=== Records for this task ===
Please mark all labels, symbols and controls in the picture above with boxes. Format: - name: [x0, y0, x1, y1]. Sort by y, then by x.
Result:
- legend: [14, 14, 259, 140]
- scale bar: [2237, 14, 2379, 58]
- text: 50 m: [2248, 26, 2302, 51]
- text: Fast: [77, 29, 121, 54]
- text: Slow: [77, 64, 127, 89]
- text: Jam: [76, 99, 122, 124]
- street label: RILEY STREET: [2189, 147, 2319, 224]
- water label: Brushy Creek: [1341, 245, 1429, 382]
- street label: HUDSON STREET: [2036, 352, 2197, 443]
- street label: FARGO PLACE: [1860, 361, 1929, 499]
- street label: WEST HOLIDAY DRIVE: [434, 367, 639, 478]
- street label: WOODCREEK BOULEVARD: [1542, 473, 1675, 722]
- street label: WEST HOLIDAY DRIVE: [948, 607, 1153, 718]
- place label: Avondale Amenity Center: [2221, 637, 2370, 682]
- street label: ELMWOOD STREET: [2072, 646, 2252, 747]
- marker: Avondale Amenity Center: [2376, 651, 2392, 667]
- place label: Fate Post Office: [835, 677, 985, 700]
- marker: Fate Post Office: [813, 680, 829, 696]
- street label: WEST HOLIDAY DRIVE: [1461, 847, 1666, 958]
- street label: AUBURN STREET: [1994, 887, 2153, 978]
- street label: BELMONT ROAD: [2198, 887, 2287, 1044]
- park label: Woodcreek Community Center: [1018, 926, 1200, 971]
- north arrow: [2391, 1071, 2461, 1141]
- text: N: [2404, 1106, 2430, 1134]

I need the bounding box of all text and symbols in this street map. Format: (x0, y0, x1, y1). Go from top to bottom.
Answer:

=== Your goal ===
Would you please reproduce the entries above word for word?

=== Result for this task ===
Please mark all labels, symbols and controls in the picture above with boxes. Format: - name: [x0, y0, x1, y1]. Sort by y, then by x.
Result:
- legend: [14, 14, 259, 140]
- scale bar: [2237, 14, 2379, 58]
- text: 50 m: [2248, 26, 2302, 51]
- text: Fast: [77, 29, 121, 54]
- text: Slow: [77, 64, 127, 89]
- text: Jam: [76, 99, 122, 124]
- street label: RILEY STREET: [2189, 147, 2319, 224]
- water label: Brushy Creek: [1341, 245, 1429, 382]
- street label: HUDSON STREET: [2036, 352, 2197, 443]
- street label: FARGO PLACE: [1860, 361, 1929, 499]
- street label: WEST HOLIDAY DRIVE: [434, 367, 639, 478]
- street label: WOODCREEK BOULEVARD: [1542, 473, 1675, 722]
- street label: WEST HOLIDAY DRIVE: [948, 607, 1153, 718]
- place label: Avondale Amenity Center: [2221, 637, 2370, 682]
- street label: ELMWOOD STREET: [2072, 646, 2252, 747]
- marker: Avondale Amenity Center: [2376, 651, 2392, 667]
- place label: Fate Post Office: [835, 677, 985, 700]
- marker: Fate Post Office: [813, 680, 829, 696]
- street label: WEST HOLIDAY DRIVE: [1461, 847, 1666, 958]
- street label: AUBURN STREET: [1994, 887, 2153, 978]
- street label: BELMONT ROAD: [2198, 887, 2287, 1044]
- park label: Woodcreek Community Center: [1018, 926, 1200, 971]
- north arrow: [2391, 1071, 2461, 1141]
- text: N: [2404, 1106, 2430, 1134]

I need the bounding box of all text and symbols in this street map. Format: (x0, y0, x1, y1). Go from top to bottom.
Answer:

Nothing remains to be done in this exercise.